▶ EXERCISE GOAL
Using the data below, copy every line that contains the word "tools".

▶ DATA

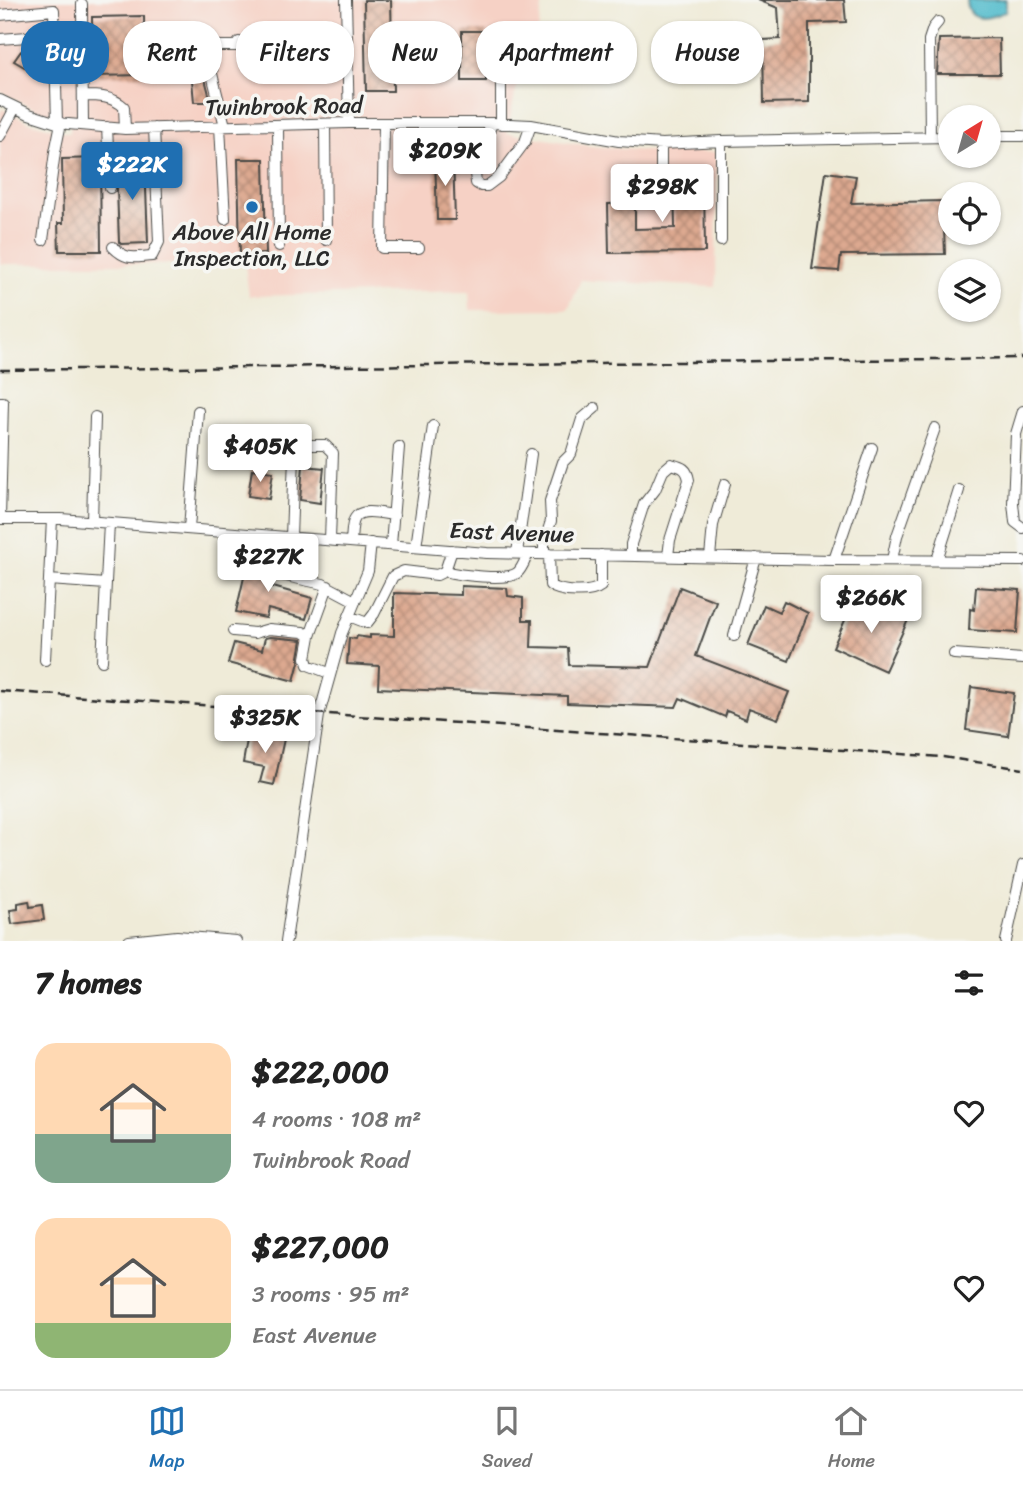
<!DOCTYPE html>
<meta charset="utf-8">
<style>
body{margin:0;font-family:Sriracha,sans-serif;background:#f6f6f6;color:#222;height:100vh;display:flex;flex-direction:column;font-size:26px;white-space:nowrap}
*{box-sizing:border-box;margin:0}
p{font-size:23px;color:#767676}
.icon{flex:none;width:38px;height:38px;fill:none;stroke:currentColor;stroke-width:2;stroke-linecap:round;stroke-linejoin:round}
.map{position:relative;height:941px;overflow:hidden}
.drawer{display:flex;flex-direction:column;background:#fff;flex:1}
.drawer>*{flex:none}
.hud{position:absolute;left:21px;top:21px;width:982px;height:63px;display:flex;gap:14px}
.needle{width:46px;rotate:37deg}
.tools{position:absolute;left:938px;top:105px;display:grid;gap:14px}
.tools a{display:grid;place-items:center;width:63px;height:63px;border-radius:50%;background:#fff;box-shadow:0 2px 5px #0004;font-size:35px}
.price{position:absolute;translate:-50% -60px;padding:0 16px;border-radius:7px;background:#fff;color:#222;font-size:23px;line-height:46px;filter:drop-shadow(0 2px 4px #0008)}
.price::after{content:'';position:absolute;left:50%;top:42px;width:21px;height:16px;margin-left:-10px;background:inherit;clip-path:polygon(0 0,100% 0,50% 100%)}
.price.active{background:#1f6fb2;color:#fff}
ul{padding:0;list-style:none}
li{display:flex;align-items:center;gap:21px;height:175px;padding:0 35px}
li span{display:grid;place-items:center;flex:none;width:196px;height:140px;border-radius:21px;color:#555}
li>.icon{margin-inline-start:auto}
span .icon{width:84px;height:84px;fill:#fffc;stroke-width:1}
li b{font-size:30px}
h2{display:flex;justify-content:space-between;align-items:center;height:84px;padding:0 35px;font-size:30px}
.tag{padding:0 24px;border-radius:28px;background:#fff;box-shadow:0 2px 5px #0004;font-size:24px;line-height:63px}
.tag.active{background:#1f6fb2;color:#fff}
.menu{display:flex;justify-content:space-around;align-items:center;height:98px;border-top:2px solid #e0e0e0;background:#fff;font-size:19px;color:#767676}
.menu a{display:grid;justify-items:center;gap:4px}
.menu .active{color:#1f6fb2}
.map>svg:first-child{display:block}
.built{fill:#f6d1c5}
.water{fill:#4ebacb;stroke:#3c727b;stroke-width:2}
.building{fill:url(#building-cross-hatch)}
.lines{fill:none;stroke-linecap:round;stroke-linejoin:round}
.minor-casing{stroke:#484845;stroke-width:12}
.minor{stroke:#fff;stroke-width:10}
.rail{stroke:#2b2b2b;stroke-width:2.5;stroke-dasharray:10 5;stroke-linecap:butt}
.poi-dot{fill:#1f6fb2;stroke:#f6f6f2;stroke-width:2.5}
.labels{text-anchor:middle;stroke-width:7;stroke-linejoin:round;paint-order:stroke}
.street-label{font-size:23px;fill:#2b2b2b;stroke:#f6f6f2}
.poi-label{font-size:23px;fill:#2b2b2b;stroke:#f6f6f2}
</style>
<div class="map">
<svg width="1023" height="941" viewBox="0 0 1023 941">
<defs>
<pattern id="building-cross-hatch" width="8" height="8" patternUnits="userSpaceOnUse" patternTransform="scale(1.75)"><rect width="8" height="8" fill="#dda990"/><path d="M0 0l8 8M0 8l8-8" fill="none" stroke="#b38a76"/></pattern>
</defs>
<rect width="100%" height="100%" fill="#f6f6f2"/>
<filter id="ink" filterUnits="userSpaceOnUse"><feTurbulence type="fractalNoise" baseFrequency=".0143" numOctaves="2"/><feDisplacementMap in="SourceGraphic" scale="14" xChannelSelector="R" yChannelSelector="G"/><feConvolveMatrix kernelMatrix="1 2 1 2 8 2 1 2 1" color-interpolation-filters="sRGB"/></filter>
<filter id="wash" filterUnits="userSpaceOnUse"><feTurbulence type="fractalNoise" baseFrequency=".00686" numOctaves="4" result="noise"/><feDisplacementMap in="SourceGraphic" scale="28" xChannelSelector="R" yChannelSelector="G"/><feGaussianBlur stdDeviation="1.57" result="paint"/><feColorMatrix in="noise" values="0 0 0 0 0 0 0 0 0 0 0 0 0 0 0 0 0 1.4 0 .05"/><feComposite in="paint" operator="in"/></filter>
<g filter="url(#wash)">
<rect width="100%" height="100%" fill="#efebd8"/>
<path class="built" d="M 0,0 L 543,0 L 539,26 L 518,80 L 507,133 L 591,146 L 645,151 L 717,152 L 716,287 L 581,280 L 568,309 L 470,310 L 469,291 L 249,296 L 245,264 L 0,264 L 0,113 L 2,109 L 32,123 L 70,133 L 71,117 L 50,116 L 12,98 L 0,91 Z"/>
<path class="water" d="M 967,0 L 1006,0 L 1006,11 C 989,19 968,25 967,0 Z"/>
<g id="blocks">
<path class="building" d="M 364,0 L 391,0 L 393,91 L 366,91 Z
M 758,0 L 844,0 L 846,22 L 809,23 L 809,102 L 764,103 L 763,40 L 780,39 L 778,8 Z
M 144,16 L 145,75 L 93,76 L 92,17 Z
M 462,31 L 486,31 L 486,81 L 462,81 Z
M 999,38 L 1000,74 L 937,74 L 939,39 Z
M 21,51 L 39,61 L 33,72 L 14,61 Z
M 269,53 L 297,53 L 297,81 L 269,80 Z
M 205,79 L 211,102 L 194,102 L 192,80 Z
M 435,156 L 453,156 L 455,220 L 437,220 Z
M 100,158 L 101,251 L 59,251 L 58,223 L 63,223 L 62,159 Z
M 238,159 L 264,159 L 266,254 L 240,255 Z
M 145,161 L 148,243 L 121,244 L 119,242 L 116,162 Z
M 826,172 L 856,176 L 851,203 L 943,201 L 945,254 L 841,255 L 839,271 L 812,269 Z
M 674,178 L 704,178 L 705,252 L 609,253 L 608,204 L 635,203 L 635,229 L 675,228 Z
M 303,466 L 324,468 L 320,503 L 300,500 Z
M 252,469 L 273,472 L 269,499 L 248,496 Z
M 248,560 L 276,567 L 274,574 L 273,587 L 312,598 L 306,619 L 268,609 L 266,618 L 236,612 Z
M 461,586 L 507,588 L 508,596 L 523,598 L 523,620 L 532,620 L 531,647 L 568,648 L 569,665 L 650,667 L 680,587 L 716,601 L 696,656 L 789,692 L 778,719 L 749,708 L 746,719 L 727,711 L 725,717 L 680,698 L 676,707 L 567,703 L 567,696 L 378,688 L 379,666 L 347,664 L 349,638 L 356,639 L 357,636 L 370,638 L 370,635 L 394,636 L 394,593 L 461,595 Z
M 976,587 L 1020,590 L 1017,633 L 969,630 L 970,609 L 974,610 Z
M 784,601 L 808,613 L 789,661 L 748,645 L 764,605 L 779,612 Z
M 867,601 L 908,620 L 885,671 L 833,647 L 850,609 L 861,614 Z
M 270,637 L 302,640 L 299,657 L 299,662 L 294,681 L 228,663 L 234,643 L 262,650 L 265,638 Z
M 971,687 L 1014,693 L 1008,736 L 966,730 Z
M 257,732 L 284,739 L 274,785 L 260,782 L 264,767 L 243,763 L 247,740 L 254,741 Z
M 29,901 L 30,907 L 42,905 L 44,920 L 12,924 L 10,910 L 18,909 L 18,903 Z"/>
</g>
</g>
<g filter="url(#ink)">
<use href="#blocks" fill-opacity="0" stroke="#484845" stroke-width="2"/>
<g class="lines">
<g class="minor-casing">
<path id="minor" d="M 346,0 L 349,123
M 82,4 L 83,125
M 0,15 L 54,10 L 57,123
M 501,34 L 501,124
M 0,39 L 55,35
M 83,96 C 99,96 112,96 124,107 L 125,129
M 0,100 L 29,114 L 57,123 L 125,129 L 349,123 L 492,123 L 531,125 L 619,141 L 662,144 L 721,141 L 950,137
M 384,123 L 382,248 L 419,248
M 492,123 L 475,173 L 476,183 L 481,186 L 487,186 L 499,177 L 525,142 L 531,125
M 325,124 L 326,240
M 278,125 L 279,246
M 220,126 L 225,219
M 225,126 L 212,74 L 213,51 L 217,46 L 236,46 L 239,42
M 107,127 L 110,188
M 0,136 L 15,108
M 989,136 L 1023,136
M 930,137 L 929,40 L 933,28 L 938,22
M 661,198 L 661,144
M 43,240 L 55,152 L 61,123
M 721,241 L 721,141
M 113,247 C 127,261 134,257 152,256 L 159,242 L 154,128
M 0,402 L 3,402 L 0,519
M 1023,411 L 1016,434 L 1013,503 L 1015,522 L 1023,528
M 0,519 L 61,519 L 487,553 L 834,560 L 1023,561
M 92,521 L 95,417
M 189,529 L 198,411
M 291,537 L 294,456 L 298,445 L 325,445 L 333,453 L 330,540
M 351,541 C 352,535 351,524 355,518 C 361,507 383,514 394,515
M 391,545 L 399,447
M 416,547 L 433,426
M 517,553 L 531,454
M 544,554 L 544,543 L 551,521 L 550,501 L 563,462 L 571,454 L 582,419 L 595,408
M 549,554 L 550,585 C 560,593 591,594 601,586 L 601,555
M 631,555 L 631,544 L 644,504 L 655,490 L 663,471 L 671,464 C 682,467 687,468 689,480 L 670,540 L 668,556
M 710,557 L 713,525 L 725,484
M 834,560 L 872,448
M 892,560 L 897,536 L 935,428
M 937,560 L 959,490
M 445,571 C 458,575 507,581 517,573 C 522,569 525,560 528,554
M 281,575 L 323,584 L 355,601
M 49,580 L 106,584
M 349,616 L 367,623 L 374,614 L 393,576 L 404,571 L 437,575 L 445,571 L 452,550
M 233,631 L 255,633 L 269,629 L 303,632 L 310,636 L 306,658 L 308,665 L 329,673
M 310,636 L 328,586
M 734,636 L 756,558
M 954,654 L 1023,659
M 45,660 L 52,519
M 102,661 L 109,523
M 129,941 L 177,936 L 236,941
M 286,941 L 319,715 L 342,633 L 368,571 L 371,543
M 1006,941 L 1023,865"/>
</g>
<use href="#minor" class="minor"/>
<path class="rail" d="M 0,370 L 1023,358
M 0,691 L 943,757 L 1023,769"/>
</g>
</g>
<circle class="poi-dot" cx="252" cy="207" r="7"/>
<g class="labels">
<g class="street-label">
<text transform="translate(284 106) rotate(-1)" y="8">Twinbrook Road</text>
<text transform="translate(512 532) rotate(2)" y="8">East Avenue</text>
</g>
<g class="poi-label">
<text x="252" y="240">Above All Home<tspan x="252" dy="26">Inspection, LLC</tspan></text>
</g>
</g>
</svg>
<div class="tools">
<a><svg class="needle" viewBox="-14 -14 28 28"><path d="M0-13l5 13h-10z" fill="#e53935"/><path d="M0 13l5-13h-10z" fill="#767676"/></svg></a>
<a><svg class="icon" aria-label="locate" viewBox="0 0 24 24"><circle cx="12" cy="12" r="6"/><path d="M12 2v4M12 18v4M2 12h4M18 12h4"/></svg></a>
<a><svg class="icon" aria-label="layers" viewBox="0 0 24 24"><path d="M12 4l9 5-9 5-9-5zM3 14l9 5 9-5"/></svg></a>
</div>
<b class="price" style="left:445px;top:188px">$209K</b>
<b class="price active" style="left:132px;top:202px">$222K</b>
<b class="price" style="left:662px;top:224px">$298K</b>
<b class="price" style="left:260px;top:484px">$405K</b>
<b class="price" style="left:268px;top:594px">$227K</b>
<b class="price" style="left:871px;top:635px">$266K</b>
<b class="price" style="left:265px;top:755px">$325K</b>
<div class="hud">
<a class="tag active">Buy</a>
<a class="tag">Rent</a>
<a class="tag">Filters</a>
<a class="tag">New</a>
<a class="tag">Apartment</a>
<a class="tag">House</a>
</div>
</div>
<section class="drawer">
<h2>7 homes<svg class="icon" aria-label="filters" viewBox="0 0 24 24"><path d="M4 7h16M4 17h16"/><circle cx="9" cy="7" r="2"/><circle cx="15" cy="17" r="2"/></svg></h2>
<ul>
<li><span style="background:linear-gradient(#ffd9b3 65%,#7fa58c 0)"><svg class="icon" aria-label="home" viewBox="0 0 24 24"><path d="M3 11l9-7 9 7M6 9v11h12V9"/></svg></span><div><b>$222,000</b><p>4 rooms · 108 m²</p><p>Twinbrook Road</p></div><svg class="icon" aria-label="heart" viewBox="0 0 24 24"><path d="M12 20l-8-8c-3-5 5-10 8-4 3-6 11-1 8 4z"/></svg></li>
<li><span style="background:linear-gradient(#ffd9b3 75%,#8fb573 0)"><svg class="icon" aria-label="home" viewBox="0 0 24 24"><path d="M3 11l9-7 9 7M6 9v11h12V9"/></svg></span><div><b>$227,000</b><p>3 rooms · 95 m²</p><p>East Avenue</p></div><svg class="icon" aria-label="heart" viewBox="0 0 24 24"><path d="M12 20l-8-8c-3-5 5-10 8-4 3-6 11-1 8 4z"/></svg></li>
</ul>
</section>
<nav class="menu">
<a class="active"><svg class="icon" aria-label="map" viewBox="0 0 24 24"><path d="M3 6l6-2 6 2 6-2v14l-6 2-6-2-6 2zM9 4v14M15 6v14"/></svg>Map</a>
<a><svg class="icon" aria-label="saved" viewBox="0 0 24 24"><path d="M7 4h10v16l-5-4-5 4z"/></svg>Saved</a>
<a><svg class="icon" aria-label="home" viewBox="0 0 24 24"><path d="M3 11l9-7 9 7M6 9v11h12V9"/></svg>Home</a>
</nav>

▶ SOLUTION
.tools{position:absolute;left:938px;top:105px;display:grid;gap:14px}
.tools a{display:grid;place-items:center;width:63px;height:63px;border-radius:50%;background:#fff;box-shadow:0 2px 5px #0004;font-size:35px}
<div class="tools">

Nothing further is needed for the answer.